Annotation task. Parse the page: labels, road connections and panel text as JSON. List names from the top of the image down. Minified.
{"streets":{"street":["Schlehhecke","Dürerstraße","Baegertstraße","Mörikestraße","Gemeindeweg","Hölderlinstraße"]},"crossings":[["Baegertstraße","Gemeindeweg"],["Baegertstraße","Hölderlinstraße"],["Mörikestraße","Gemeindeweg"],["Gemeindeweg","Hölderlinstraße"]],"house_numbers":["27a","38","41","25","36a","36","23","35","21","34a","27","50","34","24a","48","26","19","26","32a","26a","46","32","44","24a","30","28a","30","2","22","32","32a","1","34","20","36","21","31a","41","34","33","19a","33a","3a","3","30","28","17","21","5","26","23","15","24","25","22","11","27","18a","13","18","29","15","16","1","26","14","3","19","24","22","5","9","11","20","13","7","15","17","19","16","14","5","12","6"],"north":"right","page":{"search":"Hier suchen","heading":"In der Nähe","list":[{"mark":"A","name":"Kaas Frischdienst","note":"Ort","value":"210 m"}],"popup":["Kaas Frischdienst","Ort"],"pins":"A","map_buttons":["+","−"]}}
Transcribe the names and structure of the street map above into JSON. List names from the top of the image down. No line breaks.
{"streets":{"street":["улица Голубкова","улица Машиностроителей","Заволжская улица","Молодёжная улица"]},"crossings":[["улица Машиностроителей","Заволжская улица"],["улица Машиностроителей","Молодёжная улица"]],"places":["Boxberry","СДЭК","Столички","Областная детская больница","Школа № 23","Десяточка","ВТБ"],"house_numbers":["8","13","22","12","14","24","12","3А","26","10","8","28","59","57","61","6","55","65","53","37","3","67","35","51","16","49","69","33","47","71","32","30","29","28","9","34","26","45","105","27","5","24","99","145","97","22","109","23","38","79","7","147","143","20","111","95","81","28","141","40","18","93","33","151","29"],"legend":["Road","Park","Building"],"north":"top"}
_ _ _ _
_ASSIGNED TASK_
Repeat every line of the material exactly as given.

_FINISHED EXERCISE_
Annotation task. Parse the page: labels, road connections and panel text as JSON. List names from the top of the image down. Minified.
{"streets":{"street":["Schlehhecke","Dürerstraße","Baegertstraße","Mörikestraße","Gemeindeweg","Hölderlinstraße"]},"crossings":[["Baegertstraße","Gemeindeweg"],["Baegertstraße","Hölderlinstraße"],["Mörikestraße","Gemeindeweg"],["Gemeindeweg","Hölderlinstraße"]],"house_numbers":["27a","38","41","25","36a","36","23","35","21","34a","27","50","34","24a","48","26","19","26","32a","26a","46","32","44","24a","30","28a","30","2","22","32","32a","1","34","20","36","21","31a","41","34","33","19a","33a","3a","3","30","28","17","21","5","26","23","15","24","25","22","11","27","18a","13","18","29","15","16","1","26","14","3","19","24","22","5","9","11","20","13","7","15","17","19","16","14","5","12","6"],"north":"right","page":{"search":"Hier suchen","heading":"In der Nähe","list":[{"mark":"A","name":"Kaas Frischdienst","note":"Ort","value":"210 m"}],"popup":["Kaas Frischdienst","Ort"],"pins":"A","map_buttons":["+","−"]}}
Transcribe the names and structure of the street map above into JSON. List names from the top of the image down. No line breaks.
{"streets":{"street":["улица Голубкова","улица Машиностроителей","Заволжская улица","Молодёжная улица"]},"crossings":[["улица Машиностроителей","Заволжская улица"],["улица Машиностроителей","Молодёжная улица"]],"places":["Boxberry","СДЭК","Столички","Областная детская больница","Школа № 23","Десяточка","ВТБ"],"house_numbers":["8","13","22","12","14","24","12","3А","26","10","8","28","59","57","61","6","55","65","53","37","3","67","35","51","16","49","69","33","47","71","32","30","29","28","9","34","26","45","105","27","5","24","99","145","97","22","109","23","38","79","7","147","143","20","111","95","81","28","141","40","18","93","33","151","29"],"legend":["Road","Park","Building"],"north":"top"}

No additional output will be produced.